Lord Mandelson has denied telling the head of the European Commission the UK was ready to join the euro.

Jose Manuel Barroso sparked feverish speculation after saying he had spoken to UK politicians about the idea.

But Lord Mandelson who worked with Mr Barroso for four years rejected claims the EC President was referring to him.

The business secretary said he still favoured eventual UK entry but could not remember speaking to Mr Barroso about it recently.

He told BBC Radio 4's Today programme: "I haven't had a discussion in my memory, with Mr Barroso about this.

"I think I might have exchanged words when I first went to the Commission in 2004 but not since, no.

"My view is that the government is right to maintain a long-term policy objective of taking Britain into the euro, but it's not for now."

'No plans'

In an interview with French radio, Mr Barroso said the UK was "closer than ever before" to joining the euro.

Hs said that British politicians were considering the move because of the effects of the global credit crunch.

But Downing Street said its position on the single currency remained the same and that it had "no plans" to join.

"Our position hasn't changed... we have no plans to join the euro," No 10 said.

In 1997 Gordon Brown, seen as less keen on the euro than Tony Blair, set five economic tests which had to be met before ministers would recommend UK euro entry and holding a referendum.

The key test is whether the UK economy is coming together with those of countries in the eurozone and whether this can be sustained in the long-term.

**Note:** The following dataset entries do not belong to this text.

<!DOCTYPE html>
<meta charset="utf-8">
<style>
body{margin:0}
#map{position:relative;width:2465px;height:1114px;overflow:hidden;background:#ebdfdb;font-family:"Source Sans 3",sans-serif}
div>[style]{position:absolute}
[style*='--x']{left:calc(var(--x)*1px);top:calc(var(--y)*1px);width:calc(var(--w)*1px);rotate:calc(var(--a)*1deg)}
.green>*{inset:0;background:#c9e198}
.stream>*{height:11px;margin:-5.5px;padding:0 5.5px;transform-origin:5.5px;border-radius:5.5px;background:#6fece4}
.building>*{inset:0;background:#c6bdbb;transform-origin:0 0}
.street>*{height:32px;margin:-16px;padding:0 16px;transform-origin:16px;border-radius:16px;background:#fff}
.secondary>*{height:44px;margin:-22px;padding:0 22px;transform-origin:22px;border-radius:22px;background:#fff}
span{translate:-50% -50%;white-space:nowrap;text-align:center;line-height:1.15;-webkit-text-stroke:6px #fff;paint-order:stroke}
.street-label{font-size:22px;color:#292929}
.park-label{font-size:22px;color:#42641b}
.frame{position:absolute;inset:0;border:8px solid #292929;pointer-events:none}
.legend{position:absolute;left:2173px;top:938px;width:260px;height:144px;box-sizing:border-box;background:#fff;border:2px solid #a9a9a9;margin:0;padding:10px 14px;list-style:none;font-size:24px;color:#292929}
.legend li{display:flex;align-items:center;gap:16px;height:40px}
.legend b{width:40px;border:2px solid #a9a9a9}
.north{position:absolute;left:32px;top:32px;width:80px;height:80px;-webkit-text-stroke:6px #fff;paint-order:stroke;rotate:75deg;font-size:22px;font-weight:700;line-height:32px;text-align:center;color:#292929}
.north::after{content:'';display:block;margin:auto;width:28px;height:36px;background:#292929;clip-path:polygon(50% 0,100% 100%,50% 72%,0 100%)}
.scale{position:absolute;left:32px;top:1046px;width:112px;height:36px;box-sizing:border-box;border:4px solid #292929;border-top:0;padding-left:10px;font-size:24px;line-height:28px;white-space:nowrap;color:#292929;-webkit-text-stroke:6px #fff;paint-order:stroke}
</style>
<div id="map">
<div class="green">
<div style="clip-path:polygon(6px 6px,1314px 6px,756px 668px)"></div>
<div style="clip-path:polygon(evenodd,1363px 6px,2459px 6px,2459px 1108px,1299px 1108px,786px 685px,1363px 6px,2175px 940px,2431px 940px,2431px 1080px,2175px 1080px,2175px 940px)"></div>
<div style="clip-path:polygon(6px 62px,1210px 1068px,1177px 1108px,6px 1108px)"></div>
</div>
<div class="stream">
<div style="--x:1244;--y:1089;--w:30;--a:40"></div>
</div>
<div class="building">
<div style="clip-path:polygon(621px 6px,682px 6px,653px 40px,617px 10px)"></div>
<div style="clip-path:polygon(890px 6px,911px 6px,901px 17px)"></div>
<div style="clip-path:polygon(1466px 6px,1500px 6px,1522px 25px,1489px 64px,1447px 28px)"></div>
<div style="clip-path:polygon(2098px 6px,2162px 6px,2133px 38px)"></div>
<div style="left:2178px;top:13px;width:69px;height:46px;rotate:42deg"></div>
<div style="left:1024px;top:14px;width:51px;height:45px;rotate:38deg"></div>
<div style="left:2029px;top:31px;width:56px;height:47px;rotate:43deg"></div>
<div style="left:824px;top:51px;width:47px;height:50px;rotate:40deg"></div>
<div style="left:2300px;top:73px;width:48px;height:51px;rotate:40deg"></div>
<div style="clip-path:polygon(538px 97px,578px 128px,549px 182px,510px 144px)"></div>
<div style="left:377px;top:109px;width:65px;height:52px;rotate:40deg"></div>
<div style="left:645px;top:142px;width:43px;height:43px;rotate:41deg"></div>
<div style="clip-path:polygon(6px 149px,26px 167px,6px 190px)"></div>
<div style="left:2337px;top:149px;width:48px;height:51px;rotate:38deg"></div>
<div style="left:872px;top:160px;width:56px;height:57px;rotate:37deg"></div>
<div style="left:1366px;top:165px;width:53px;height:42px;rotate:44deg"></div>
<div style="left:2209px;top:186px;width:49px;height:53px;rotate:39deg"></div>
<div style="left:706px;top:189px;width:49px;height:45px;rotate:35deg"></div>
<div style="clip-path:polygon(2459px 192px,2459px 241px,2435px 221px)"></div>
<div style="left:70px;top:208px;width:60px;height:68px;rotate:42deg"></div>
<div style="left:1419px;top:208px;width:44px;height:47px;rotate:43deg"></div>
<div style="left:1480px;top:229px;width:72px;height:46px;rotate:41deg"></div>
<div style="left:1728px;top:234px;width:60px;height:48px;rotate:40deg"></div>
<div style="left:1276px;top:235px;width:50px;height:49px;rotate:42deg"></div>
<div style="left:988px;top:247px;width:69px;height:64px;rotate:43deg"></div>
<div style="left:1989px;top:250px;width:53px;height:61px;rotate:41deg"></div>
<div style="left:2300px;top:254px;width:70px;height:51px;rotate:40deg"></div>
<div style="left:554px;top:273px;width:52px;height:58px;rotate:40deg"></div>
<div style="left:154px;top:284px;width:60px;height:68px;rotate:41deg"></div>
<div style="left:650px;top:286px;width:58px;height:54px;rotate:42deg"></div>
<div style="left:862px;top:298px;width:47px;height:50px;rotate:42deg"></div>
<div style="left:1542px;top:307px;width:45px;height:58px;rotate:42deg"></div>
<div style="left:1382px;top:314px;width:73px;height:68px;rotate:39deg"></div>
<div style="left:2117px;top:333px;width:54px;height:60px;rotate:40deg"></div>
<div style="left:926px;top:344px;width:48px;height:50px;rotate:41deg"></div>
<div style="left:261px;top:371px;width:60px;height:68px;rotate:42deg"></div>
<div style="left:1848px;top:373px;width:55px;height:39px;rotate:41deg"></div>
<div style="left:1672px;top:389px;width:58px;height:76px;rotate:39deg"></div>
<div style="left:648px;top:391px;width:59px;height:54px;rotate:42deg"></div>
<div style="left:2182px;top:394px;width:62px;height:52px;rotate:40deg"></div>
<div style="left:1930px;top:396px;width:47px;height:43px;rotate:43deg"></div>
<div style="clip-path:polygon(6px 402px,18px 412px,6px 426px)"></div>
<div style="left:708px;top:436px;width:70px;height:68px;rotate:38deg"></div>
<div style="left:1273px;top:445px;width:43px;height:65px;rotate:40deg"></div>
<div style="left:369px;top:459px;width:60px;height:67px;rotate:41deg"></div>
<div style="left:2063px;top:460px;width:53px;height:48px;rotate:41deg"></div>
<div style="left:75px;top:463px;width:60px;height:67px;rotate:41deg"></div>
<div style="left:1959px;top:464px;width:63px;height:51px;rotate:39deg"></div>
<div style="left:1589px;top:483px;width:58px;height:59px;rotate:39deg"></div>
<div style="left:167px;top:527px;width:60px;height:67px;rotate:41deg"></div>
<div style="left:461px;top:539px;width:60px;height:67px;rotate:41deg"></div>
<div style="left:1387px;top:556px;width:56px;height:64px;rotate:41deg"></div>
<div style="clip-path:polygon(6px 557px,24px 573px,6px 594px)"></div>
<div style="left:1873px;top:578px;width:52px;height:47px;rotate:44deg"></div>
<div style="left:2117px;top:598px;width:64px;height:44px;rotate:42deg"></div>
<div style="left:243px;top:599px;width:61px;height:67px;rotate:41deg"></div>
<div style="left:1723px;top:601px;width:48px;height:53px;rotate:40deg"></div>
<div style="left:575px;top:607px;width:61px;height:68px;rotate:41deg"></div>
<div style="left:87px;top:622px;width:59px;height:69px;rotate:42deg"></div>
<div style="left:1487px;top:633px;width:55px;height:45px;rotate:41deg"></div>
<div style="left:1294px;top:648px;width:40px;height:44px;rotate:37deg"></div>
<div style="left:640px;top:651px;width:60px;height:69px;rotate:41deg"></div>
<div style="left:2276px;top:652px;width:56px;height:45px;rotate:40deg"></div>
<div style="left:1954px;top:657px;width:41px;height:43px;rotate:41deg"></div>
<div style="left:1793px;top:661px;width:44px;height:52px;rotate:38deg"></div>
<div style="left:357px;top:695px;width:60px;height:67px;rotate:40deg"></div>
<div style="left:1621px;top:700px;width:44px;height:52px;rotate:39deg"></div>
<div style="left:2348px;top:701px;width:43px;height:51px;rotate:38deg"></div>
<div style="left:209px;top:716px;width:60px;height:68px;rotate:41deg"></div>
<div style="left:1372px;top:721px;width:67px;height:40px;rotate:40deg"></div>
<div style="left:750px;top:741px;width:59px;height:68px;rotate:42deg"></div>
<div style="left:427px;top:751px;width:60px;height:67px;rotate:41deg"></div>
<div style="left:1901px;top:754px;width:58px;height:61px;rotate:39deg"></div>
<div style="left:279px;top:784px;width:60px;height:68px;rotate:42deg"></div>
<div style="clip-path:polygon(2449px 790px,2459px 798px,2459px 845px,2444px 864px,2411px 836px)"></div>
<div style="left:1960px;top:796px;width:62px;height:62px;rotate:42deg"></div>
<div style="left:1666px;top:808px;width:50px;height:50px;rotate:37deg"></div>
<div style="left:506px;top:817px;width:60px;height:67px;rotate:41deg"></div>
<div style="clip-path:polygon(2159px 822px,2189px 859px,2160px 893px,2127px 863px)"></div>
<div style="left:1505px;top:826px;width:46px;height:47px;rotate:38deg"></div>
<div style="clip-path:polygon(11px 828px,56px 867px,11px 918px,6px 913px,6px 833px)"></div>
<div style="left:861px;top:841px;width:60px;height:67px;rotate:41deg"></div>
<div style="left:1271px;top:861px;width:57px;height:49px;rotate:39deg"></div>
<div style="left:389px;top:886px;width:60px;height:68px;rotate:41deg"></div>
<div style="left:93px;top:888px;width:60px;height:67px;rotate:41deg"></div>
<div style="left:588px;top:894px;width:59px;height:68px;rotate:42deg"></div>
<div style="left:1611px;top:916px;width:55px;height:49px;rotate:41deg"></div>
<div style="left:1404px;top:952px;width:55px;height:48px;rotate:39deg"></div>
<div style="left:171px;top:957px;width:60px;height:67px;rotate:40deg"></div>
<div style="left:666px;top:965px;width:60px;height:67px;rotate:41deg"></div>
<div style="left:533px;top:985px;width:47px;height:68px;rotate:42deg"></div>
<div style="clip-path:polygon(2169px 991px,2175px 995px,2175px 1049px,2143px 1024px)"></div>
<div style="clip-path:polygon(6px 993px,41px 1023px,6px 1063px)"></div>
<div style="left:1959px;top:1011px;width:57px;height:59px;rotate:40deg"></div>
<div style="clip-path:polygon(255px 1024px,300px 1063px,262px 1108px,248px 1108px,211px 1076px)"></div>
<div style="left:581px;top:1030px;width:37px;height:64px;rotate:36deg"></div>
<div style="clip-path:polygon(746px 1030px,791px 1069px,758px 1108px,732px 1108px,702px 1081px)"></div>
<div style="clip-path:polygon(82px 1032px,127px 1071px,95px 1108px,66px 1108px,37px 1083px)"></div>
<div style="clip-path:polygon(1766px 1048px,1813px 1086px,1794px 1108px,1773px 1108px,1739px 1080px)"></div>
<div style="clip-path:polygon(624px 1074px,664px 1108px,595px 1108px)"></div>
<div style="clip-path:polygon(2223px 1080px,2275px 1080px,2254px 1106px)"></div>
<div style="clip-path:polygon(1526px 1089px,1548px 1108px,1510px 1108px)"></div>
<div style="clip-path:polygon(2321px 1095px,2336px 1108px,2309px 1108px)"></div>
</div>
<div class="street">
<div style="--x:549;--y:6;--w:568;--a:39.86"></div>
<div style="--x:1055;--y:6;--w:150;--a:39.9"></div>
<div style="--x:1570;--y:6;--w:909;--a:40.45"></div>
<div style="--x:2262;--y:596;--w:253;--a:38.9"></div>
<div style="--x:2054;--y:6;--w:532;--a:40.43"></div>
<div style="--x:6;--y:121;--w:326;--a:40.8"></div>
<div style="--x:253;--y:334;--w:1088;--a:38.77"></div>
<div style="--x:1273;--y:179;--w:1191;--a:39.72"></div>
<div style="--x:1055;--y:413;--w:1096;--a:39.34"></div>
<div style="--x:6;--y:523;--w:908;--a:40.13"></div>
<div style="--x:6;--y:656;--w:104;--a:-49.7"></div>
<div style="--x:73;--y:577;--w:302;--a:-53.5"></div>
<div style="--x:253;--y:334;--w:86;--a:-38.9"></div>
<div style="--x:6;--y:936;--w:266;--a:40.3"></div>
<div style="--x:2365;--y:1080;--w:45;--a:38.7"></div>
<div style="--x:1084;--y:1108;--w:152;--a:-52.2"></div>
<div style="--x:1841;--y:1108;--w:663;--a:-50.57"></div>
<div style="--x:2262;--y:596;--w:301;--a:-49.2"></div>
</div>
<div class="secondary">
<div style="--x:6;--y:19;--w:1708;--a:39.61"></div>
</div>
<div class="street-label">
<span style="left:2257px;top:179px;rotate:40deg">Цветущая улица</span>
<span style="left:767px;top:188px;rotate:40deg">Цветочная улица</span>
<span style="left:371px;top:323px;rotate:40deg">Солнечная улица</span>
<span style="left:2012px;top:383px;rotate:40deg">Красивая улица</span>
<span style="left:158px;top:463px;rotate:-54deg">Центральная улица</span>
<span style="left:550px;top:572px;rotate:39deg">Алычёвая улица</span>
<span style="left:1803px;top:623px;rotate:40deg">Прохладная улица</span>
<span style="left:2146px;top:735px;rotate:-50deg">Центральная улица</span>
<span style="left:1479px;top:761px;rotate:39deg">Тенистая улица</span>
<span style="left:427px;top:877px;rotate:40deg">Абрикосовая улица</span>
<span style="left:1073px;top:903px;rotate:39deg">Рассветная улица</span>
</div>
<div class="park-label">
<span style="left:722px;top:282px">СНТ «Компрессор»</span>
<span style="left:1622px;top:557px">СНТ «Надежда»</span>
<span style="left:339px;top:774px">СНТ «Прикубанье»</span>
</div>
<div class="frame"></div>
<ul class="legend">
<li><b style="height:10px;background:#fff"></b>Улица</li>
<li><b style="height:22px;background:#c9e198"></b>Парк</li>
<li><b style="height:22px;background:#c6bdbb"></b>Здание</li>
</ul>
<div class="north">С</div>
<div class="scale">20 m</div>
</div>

The second test, linked to this, is whether there is sufficient flexibility to cope with economic change.

'Closer than ever'

The remaining three tests assess the impact of joining the euro on jobs, foreign investment and the financial services industry.

Opinion polls have suggested that any vote on scrapping the pound and adopting the euro would be lost, and in the UK the currency has not been a significant political issue for years.

In his interview Mr Barroso acknowledged "the majority" of British people continued to oppose joining the eurozone.

But he said the recent economic uncertainty had made the currency a far more attractive option.

In the RTL radio/LCI television broadcast, the former prime minister of Portugal said: "We are now closer than ever before.

"I'm not going to break the confidentiality of certain conversations, but some British politicians have already told me, 'If we had the euro, we would have been better off'."

He said the current poor economic situation had emphasised the importance of the euro to the UK, but added he believed a move would not take place in the immediate future.

"I know that the majority in Britain are still opposed, but there is a period of consideration under way and the people who matter in Britain are currently thinking about it," he said.


Convergence with eurozone

Enough flexibility to adapt

Impact on jobs
Impact on financial services
Impact on foreign investment

The value of sterling compared with other currencies has fallen during the credit crunch, and the UK government has had to spend massively in recent months to try to support the economy.

A Downing Street spokesman said: "We have no comment on this. Our position on the euro is the same. We have no plans to join the euro."

The UK's opposition Conservative Party opposes adopting the euro.

Shadow foreign secretary William Hague said: "It is extraordinary that certain politicians are whispering to the EU Commission about joining the euro behind the British people's backs.

"Keeping the pound is vital for Britain's economic future. We need interest rates that are right for Britain, not the rest of Europe. There are no circumstances in which the next Conservative government will propose joining the euro."